Backing up MySQL Database most people compress them – which can make a good sense in terms of backup and recovery speed as well as space needed or be a serious bottleneck depending on circumstances and approach used.
First I should mention this question mainly arises for medium and large size databases – for databases below 100GB in size compression performance is usually not the problem (though backup impact on server performance may well be).
We also assume backup is done on physical level here (cold backup, slave backup, innodb hot backup or snapshot backup) as this is only way practical at this point for databases of decent size.
Two important compression questions you need to decide for backup is where to do compression (on the source or target server if you backup over network) and which compression software to use.

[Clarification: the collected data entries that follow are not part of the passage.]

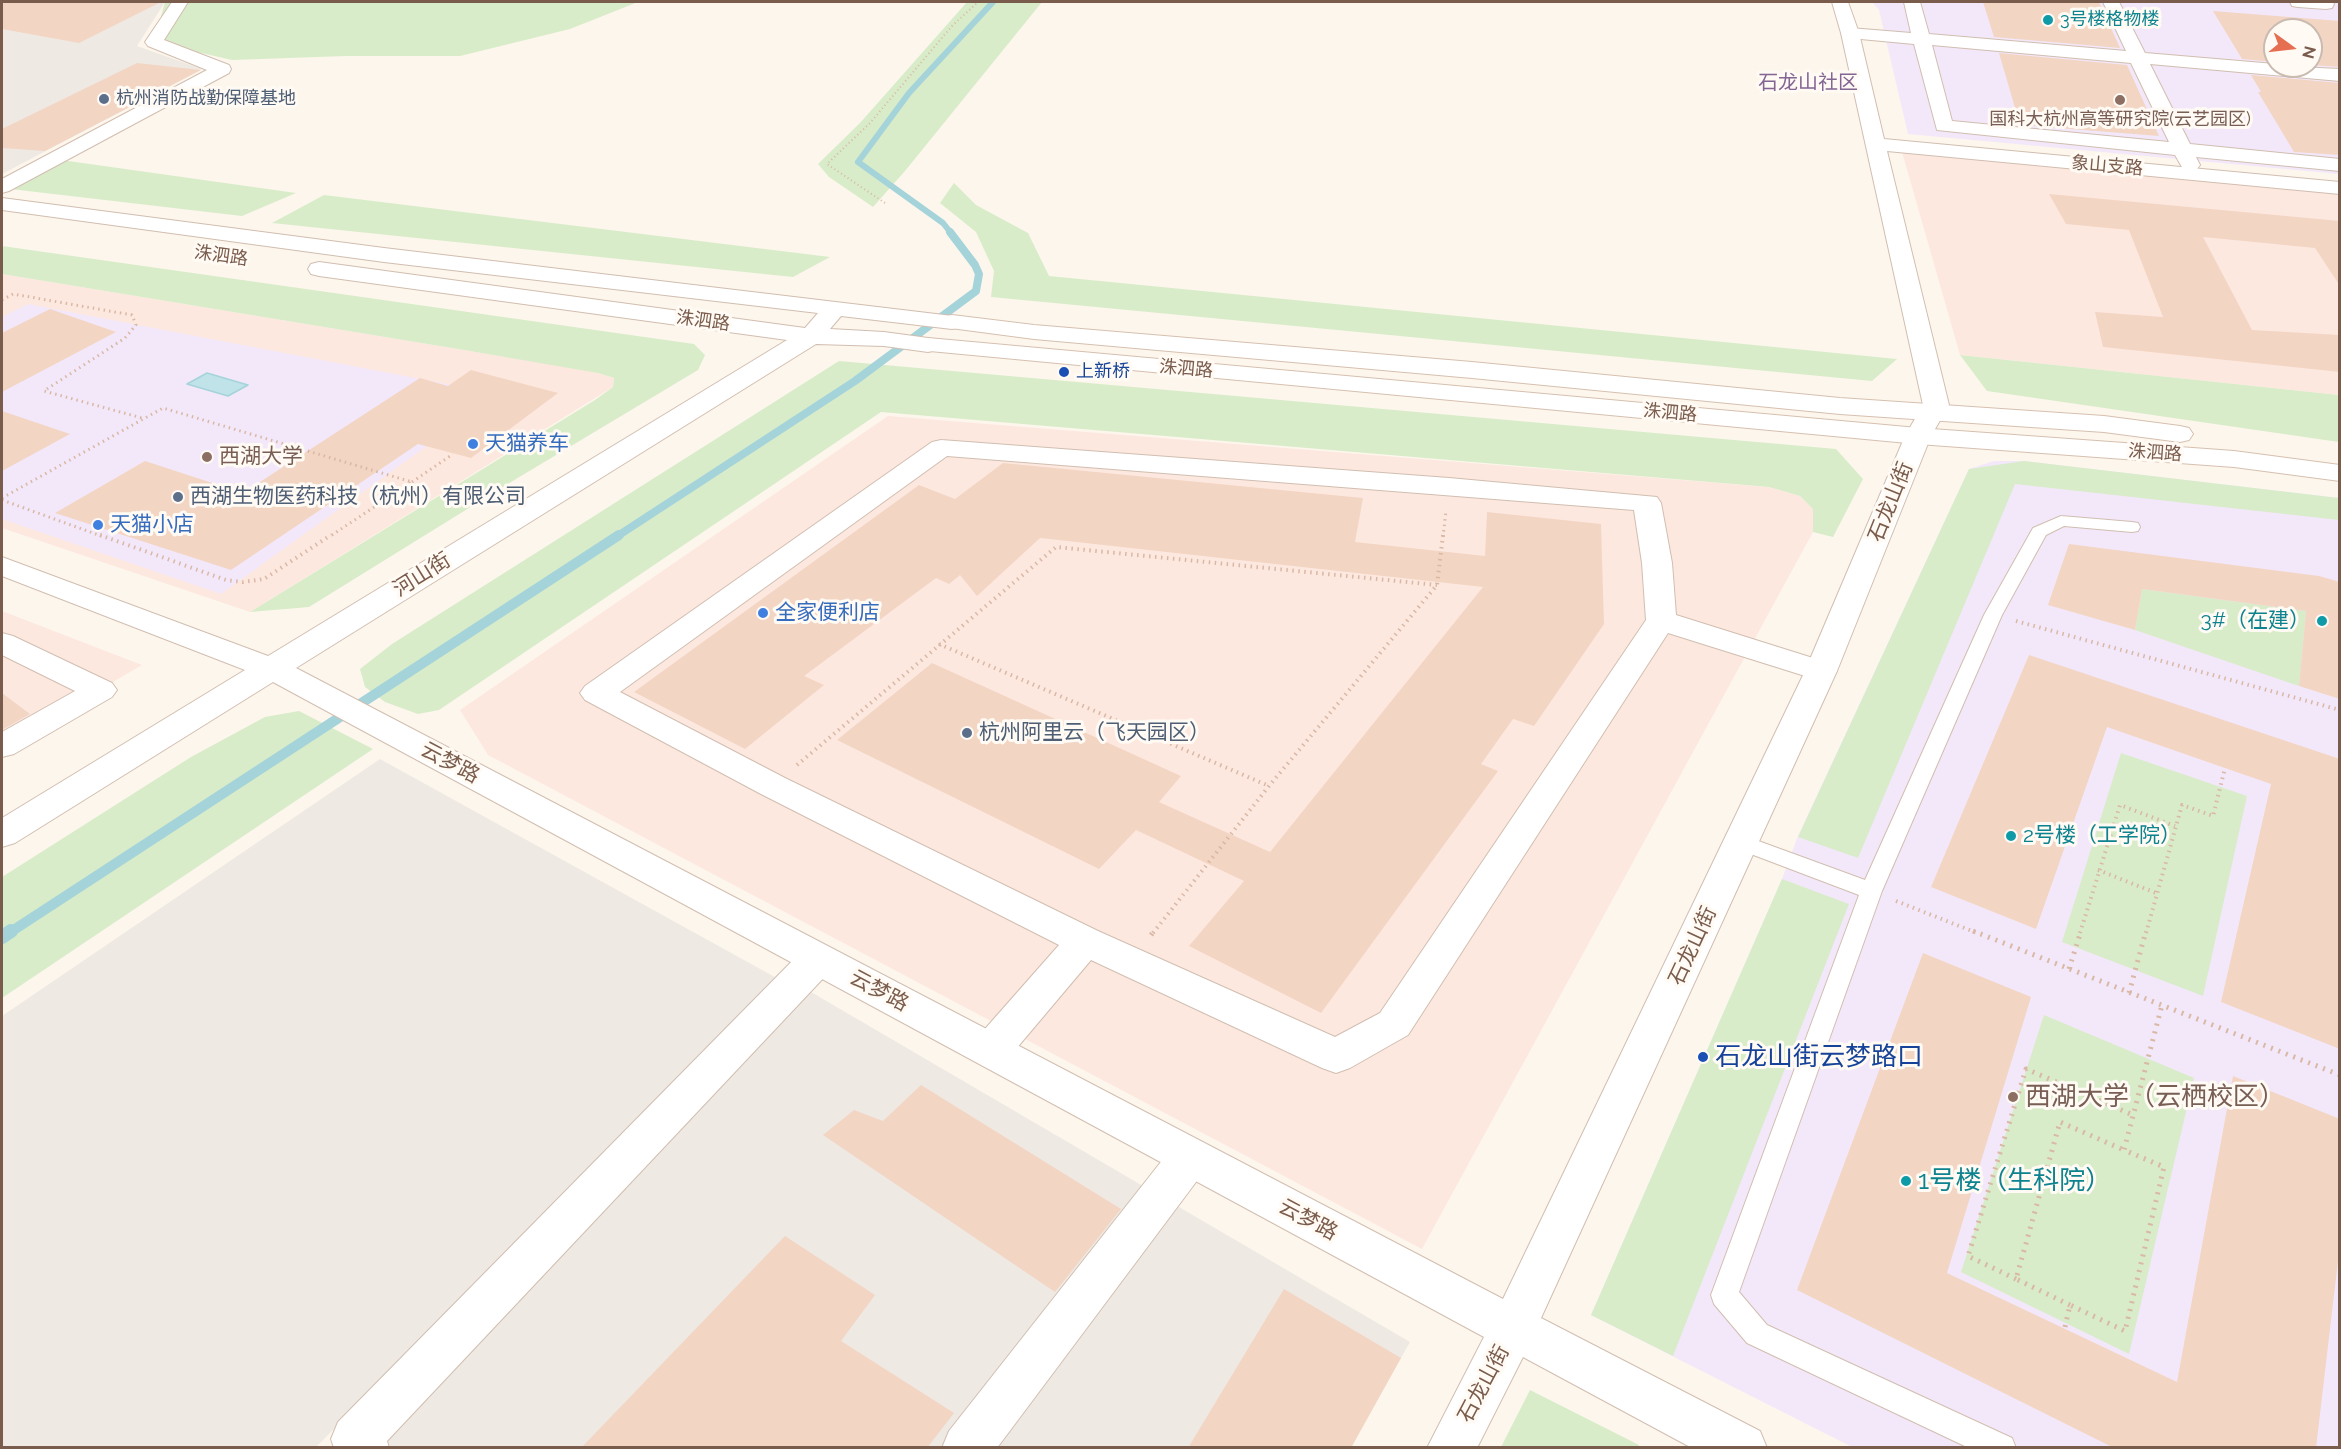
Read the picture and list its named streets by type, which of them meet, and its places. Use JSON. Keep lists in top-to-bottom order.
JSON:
{
  "streets": {
    "street": [
      "象山支路",
      "洙泗路",
      "石龙山街",
      "河山街",
      "云梦路"
    ]
  },
  "crossings": [
    ["象山支路", "石龙山街"],
    ["洙泗路", "石龙山街"],
    ["洙泗路", "河山街"],
    ["石龙山街", "云梦路"],
    ["河山街", "云梦路"]
  ],
  "districts": ["石龙山社区"],
  "places": [
    "3号楼格物楼",
    "杭州消防战勤保障基地",
    "国科大杭州高等研究院(云艺园区)",
    "上新桥",
    "天猫养车",
    "西湖大学",
    "西湖生物医药科技（杭州）有限公司",
    "天猫小店",
    "全家便利店",
    "3#（在建）",
    "杭州阿里云（飞天园区）",
    "2号楼（工学院）",
    "石龙山街云梦路口",
    "西湖大学（云栖校区）",
    "1号楼（生科院）"
  ],
  "north": "right"
}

Compression on source server is most typical approach and it is great, though it takes extra CPU resources on the source server in additional to IO resources which may not be available, especially for CPU bound MySQL Load. The benefit in this case is less space requirement if you’re keeping the local copy as well as less network bandwidth requirements in case you’re backing up to network storage.
Compression on the destination server offloads source server (though it may run our of CPU itself, if it is target for multiple backups, plus there are higher network bandwidth requirements to transfer uncompressed backup.

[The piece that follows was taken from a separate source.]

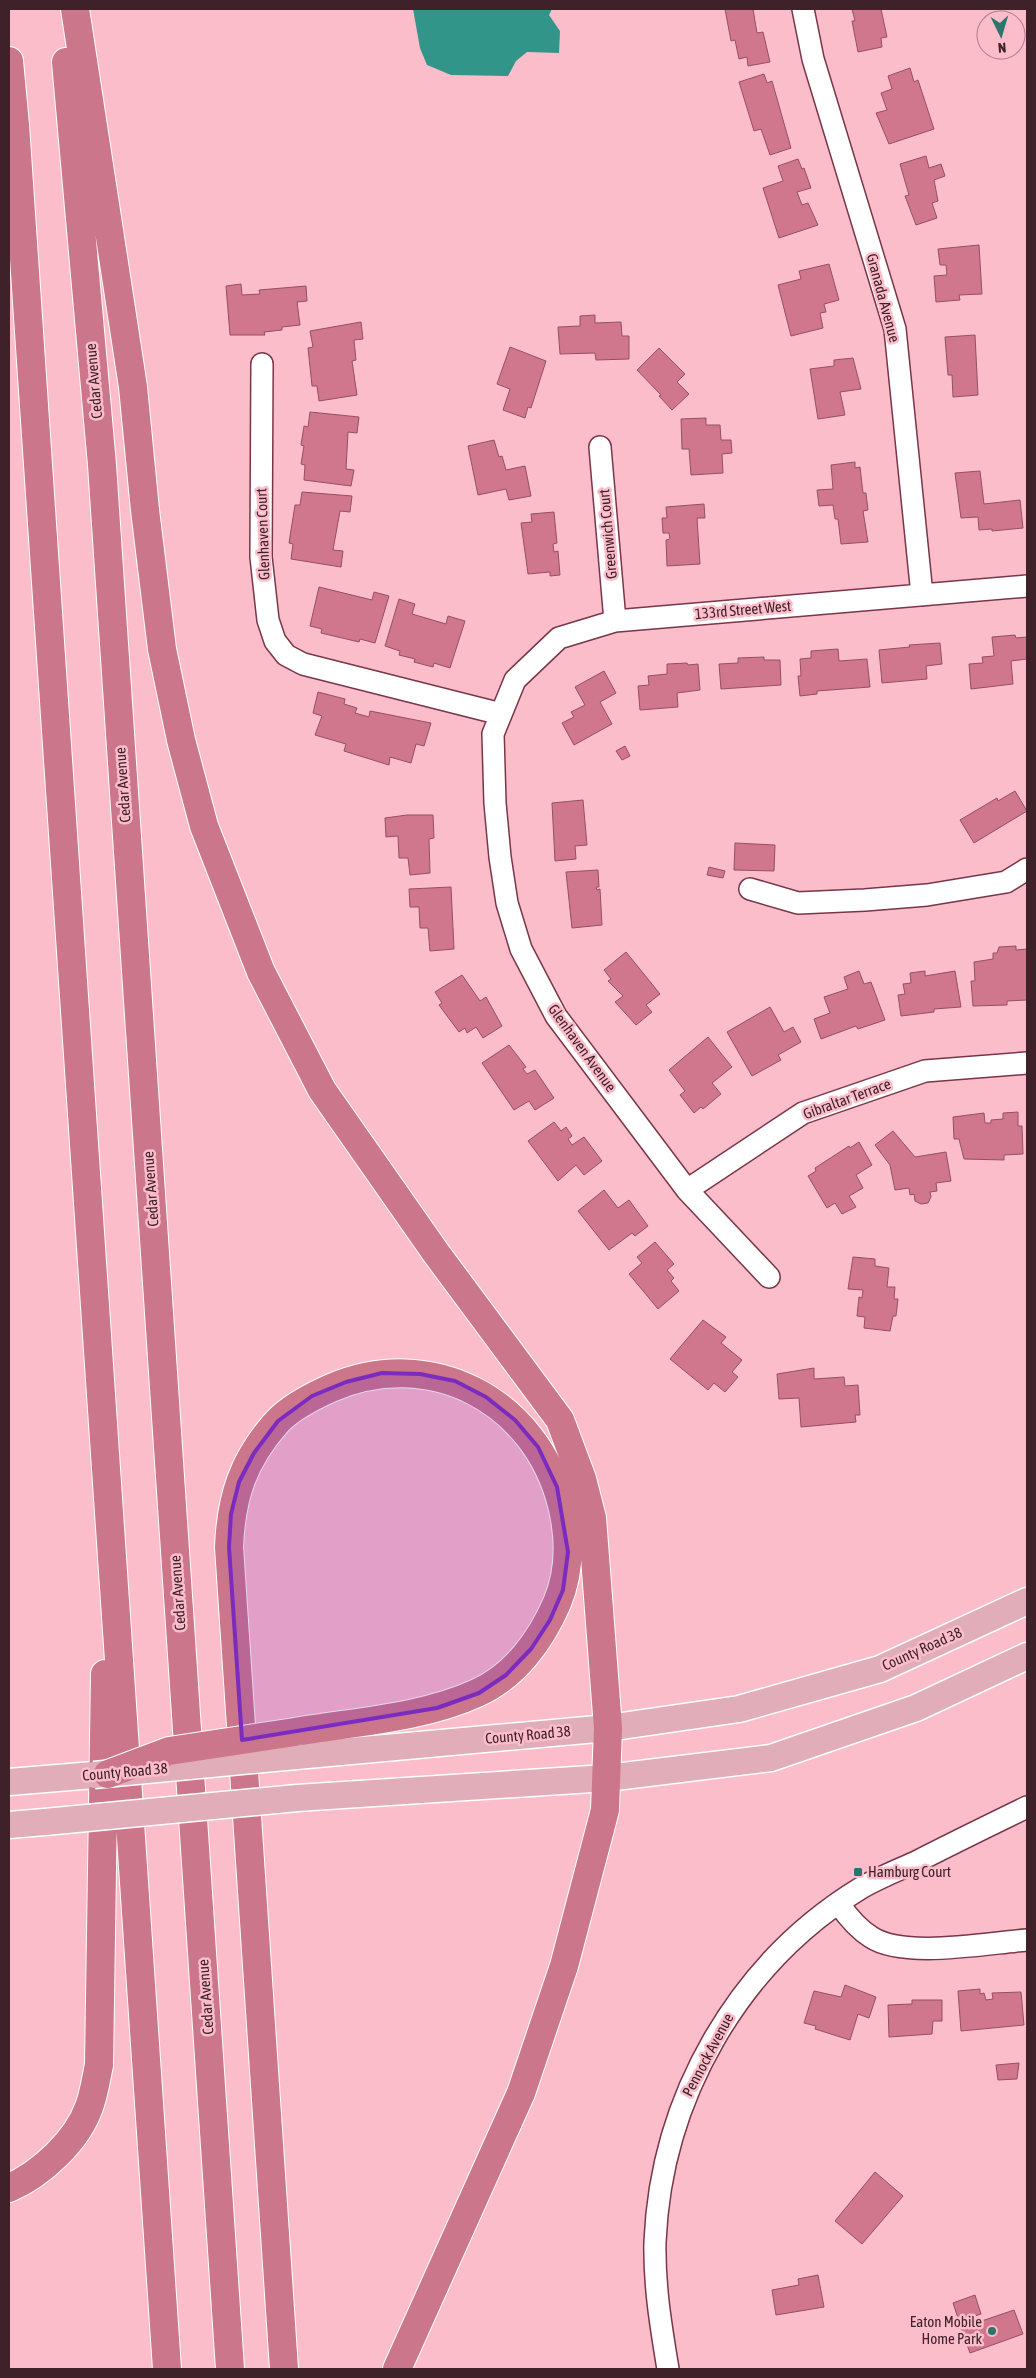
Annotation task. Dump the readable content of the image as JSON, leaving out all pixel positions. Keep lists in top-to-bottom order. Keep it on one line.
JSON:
{"streets":{"highway":["Cedar Avenue"],"main road":["County Road 38"],"street":["Granada Avenue","Glenhaven Court","Greenwich Court","133rd Street West","Glenhaven Avenue","Gibraltar Terrace","Pennock Avenue"]},"crossings":[["Granada Avenue","133rd Street West"],["Glenhaven Court","133rd Street West"],["Glenhaven Court","Glenhaven Avenue"],["Greenwich Court","133rd Street West"],["133rd Street West","Glenhaven Avenue"],["Glenhaven Avenue","Gibraltar Terrace"]],"places":{"transit":["Hamburg Court"],"other":["Eaton Mobile Home Park"]},"north":"bottom"}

What is about compression tool ? The classical tool used for backup compression is gzip – it exists almost everywhere, it is stable and relatively fast.

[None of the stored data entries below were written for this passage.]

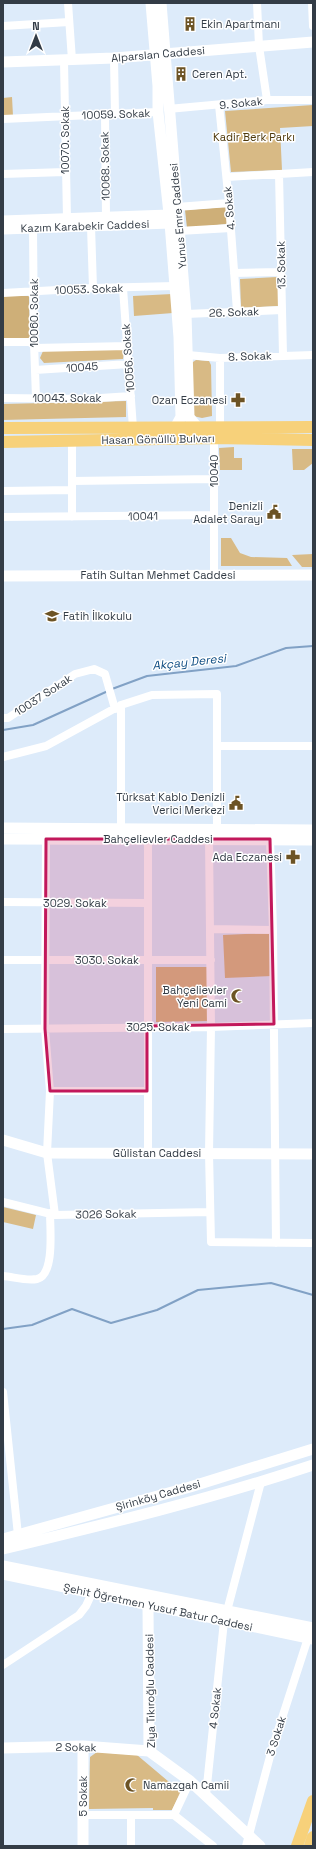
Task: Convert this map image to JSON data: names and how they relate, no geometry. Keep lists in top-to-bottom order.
{
  "streets": {
    "main road": ["Hasan Gönüllü Bulvarı"],
    "street": [
      "Alparslan Caddesi",
      "9. Sokak",
      "10059. Sokak",
      "10070. Sokak",
      "10068. Sokak",
      "4. Sokak",
      "Yunus Emre Caddesi",
      "Kazım Karabekir Caddesi",
      "13. Sokak",
      "10053. Sokak",
      "26. Sokak",
      "10060. Sokak",
      "8. Sokak",
      "10056. Sokak",
      "10045",
      "10043. Sokak",
      "10040",
      "10041",
      "Fatih Sultan Mehmet Caddesi",
      "10037 Sokak",
      "Bahçelievler Caddesi",
      "3029. Sokak",
      "3030. Sokak",
      "3025. Sokak",
      "Gülistan Caddesi",
      "3026 Sokak",
      "Şirinköy Caddesi",
      "Şehit Öğretmen Yusuf Batur Caddesi",
      "Ziya Tıkıroğlu Caddesi",
      "4 Sokak",
      "3 Sokak",
      "2 Sokak",
      "5 Sokak"
    ]
  },
  "crossings": [
    ["Alparslan Caddesi", "10070. Sokak"],
    ["Alparslan Caddesi", "Yunus Emre Caddesi"],
    ["9. Sokak", "10059. Sokak"],
    ["9. Sokak", "4. Sokak"],
    ["9. Sokak", "Yunus Emre Caddesi"],
    ["10059. Sokak", "10070. Sokak"],
    ["10059. Sokak", "10068. Sokak"],
    ["10059. Sokak", "Yunus Emre Caddesi"],
    ["10070. Sokak", "Kazım Karabekir Caddesi"],
    ["10068. Sokak", "Kazım Karabekir Caddesi"],
    ["4. Sokak", "26. Sokak"],
    ["Yunus Emre Caddesi", "Kazım Karabekir Caddesi"],
    ["Yunus Emre Caddesi", "10053. Sokak"],
    ["Yunus Emre Caddesi", "26. Sokak"],
    ["Yunus Emre Caddesi", "8. Sokak"],
    ["Yunus Emre Caddesi", "Hasan Gönüllü Bulvarı"],
    ["Kazım Karabekir Caddesi", "10060. Sokak"],
    ["13. Sokak", "26. Sokak"],
    ["13. Sokak", "8. Sokak"],
    ["10053. Sokak", "10060. Sokak"],
    ["10053. Sokak", "10056. Sokak"],
    ["10060. Sokak", "10045"],
    ["10060. Sokak", "10043. Sokak"],
    ["10056. Sokak", "10045"],
    ["10056. Sokak", "10043. Sokak"],
    ["10056. Sokak", "Hasan Gönüllü Bulvarı"],
    ["Hasan Gönüllü Bulvarı", "10040"],
    ["10040", "10041"],
    ["10040", "Fatih Sultan Mehmet Caddesi"],
    ["Şirinköy Caddesi", "4 Sokak"],
    ["Şehit Öğretmen Yusuf Batur Caddesi", "Ziya Tıkıroğlu Caddesi"],
    ["Şehit Öğretmen Yusuf Batur Caddesi", "4 Sokak"],
    ["Şehit Öğretmen Yusuf Batur Caddesi", "3 Sokak"],
    ["Ziya Tıkıroğlu Caddesi", "4 Sokak"],
    ["Ziya Tıkıroğlu Caddesi", "3 Sokak"],
    ["Ziya Tıkıroğlu Caddesi", "2 Sokak"],
    ["2 Sokak", "5 Sokak"]
  ],
  "water": ["Akçay Deresi"],
  "parks": ["Kadir Berk Parkı"],
  "places": {
    "building": ["Ekin Apartmanı", "Ceren Apt."],
    "pharmacy": ["Ozan Eczanesi", "Ada Eczanesi"],
    "public building": ["Denizli Adalet Sarayı", "Türksat Kablo Denizli Verici Merkezi"],
    "school or university": ["Fatih İlkokulu"],
    "mosque": ["Bahçelievler Yeni Cami", "Namazgah Camii"]
  },
  "north": "top"
}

In many cases however it is not fast enough and becomes the bottleneck for all the backup process.
Recently I did a little benchmark compressing 1GB binlog file with GZIP (compression done from OS cache and redirected to /dev/null so we only measure compression speed). On the test box with Intel(R) Core(TM)2 Duo CPU E4500 @ 2.20GHz CPU. GZIP would compress this file in
48 seconds (with default options) resulting in 260MB compressed file. This gives us compression speed of about 21MB/sec – clearly much less than even single SATA hard drive can read sequentially. This file when will take about 10 seconds to decompress, meaning source file will be read at 26MB/sec to do decompression – this is again much less than hard drive sequential read performance, though the fact this gives us about 100MB/sec of uncompressed data writing is more of the issue.
Such performance also means if your goal is faster local network transfer default GZIP compression will not speed things up on the standard point to point 1Gbit network connection.
If we try gzip -1 to get fastest compression we get the same file compressed to 320MB in 27 seconds. This gives us 37MB/sec which is a lot better but still not quite enough. Also note the serious leap in compressed file size. Though in this example we used MySQL binary log file which often contains plenty of similar events, which could be the reason for so large size difference based on compression ratio. The decompression takes about same 10 seconds which gives about 32MB/sec of archive read speed and same 100MB/sec of uncompressed data.
Do we have any faster alternatives to GZIP ? There are actually quite a few but I like LZO which I was playing with since later 1990’s and which is rather active project. There is also GZIP like command like compressor using LZO library called LZOP which makes it easy drop in replacement.
I got LZOP binary which was built against LZO 1.0, more resent version 2.0 promises further performance improvements especially on 64bit systems.
With LZO default compression file compressed in 10.5 seconds and resulted in 390MB compressed file, this gives us 97MB/sec compression speed which is good enough to compress all data you can read from single drive. The file decompresses in 3.7 seconds which gives 105MB/sec read speed from archive media and 276MB/sec write speed to the hard drive – this means restoring from backup compressed with LZO will often be as fast or faster as from not compressed one.
With LZO there is also “-1″ option for even faster compression which had rather interesting results. The file compressed in 10.0 seconds (102MB/sec) and was 385MB in size – so this lower compression rate actually compressed this a bit better while being about 5% faster. The decompression speed was about the same. I’m sure the results may change based on the data being compressed but it looks like LZO uses relatively fast compression by default already.
With real server grade CPU deployment the performance should be even better, meaning you should get over +-100MB/second you can pass through 1Gbit ethernet, meaning you actually can use LZO compression for faster data transfer between the boxes (ie together with netcat)
Now as in my benchmarks there is also overhead of reading (from file cache) and piping to the /dev/null which are constant the true difference in compression speed is even larger, though as most of backup operations will need reading and writing anyway they come with this static overhead naturally added.
UPDATE: It looks like people are wondering how BZIP2 compares so I should check it before I delete this particular file. BZIP compression for this file took 298 seconds which is just 3.4 MB/sec though compressed file was just 174MB in size. Decompression took 78 sec which means compressed data was read at 2.2MB/sec and result was generated with 13 MB/sec.
For all archivers it is possible to use parallel compression to get better speed though this also means a higher load which can be the issue if you’re not using dedicated server for backups.
I should also note for mysqldump backup typically tools with better and slower compression make sense because it takes longer to dump and much longer to load to the database anyway so overral compression impact is less than for physical level backup.